リオス氏によると、資金の一部は特許出願にも充てられる予定で、自社のアプローチが正当であることを保証するための措置を講じる意向を示している。バイオプロセスエンジニアリングにおける社内の専門知識を拡大するために、チームを増員することも検討されているという。
「スケールアップと遺伝子工学を並行して進めているため、まだ実験段階にあります」と彼は語る。

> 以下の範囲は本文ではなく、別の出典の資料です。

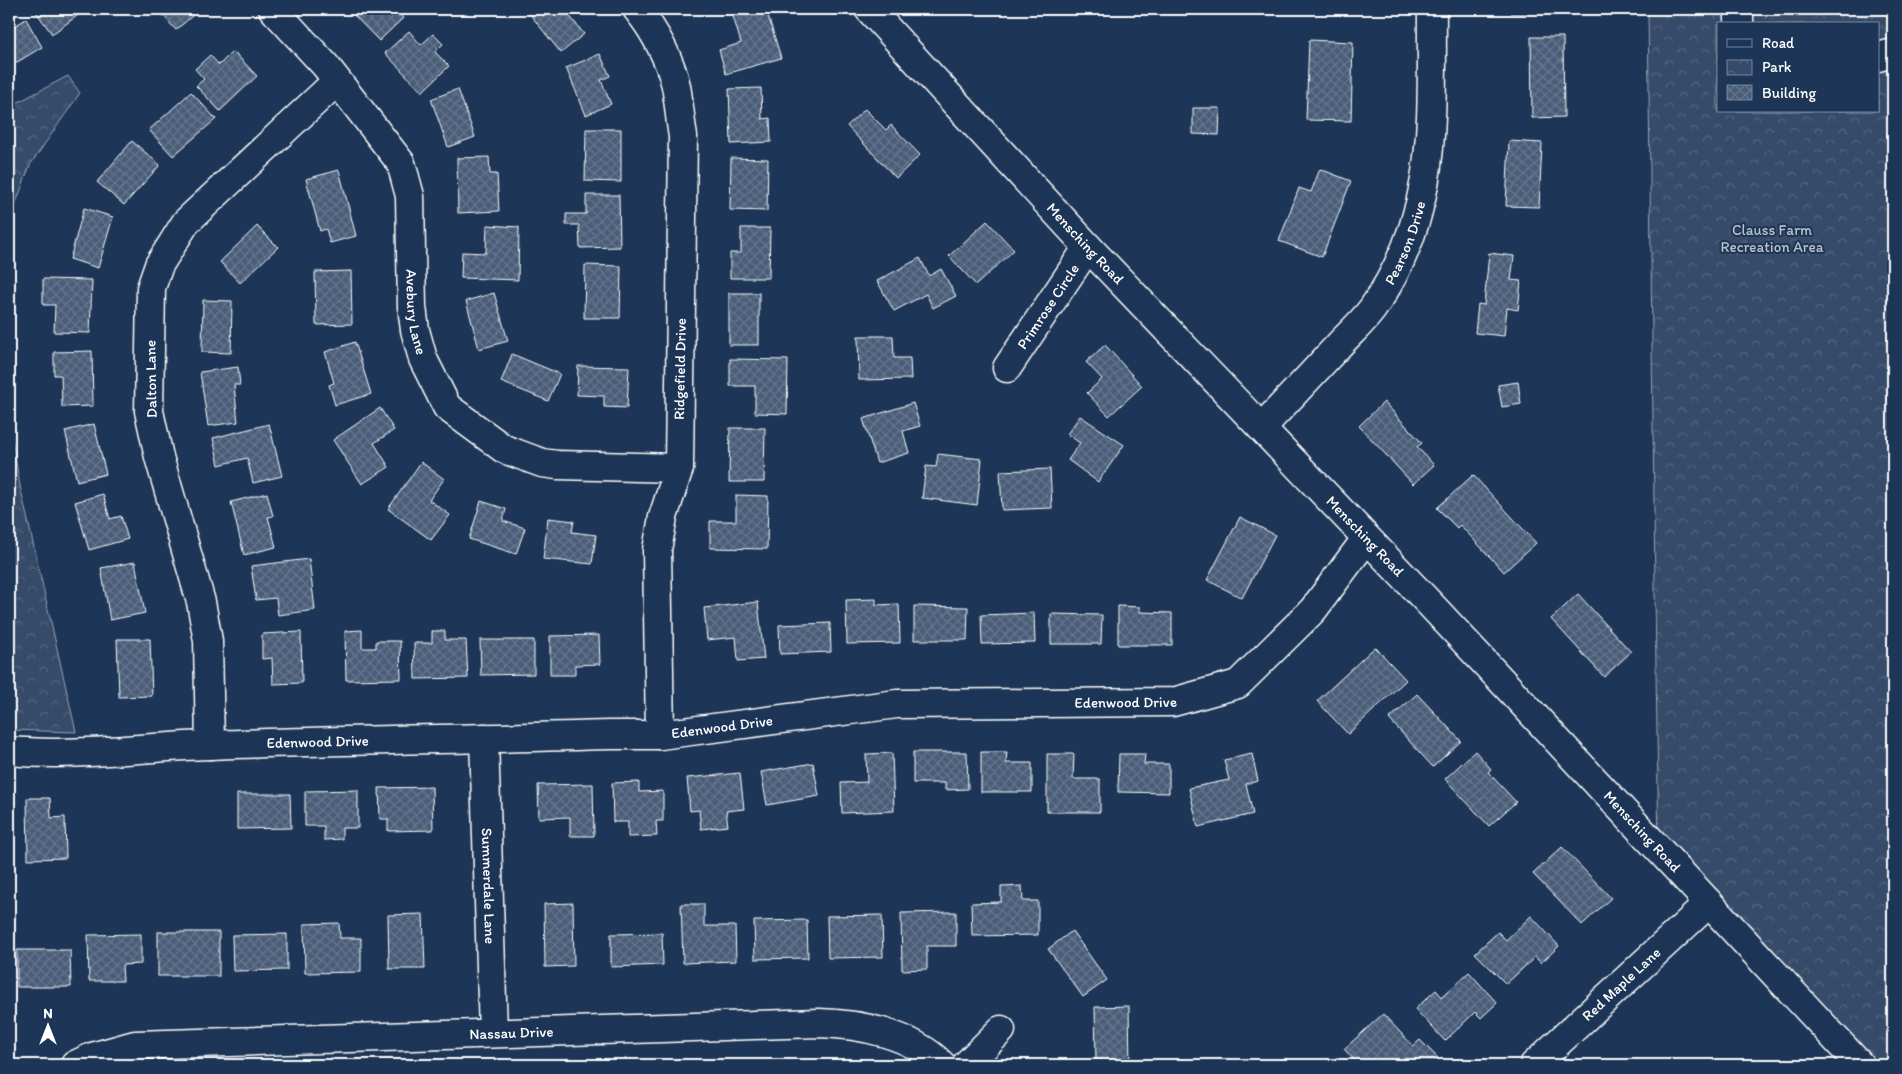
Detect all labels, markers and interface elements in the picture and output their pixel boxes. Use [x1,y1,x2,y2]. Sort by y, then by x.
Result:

「(私たちがターゲットとする)業種ごとに、それぞれ異なる商業戦略があります」と彼は付け加える。「しかし、結局のところ、この技術のスケールアップ、特に下流工程が非常にシンプルであるという事実は、他のどの技術に対しても非常に明確な競争優位性をもたらします。」
彼はまた、「モジュール式」の生産プロセスを持つことが、急速なスケールアップを支える重要な要素であると示唆しています。フォトバイオリアクターは、シアノバクテリアの培養に適した環境を作り出すために使用されます。精密発酵システムによく見られるステンレス製のタンクとは異なり、これらの装置は透明なチューブを備えており、そこから光を取り込むことで、光に敏感な微生物が栄養を得て成長することができます。

リオス氏は、チューブを追加することで容易に容量を拡大できると述べています。「システムはバッチ方式で相互接続されています」と述べ、さらに「私たちは、この能力を持つパートナーと協力しています」と付け加えました。
競合企業としては、長年微細藻類の研究に取り組み、2022年には化粧品大手ロレアルと戦略的提携を結んだフランスのバイオテクノロジー企業、マイクロファイトを「興味深い」企業として挙げている。しかし、同社の注力分野は「少し異なる」と指摘する。
彼が言及する、特にシアノバクテリアに取り組んでおり、同じ菌株を使用しているもう 1 つの企業は、オーストラリアに拠点を置く Bondi Bio です。
「当社の強みの一つは、業界で何をすべきかを知っていることです」とリオス氏は市場におけるポジショニングについて付け加えます。「そこで、市場で急速に普及すると確信していた特定のヒアルロン酸を開発しました。それは、高い皮膚浸透性という特殊な特性を持つ低分子量ヒアルロン酸です。」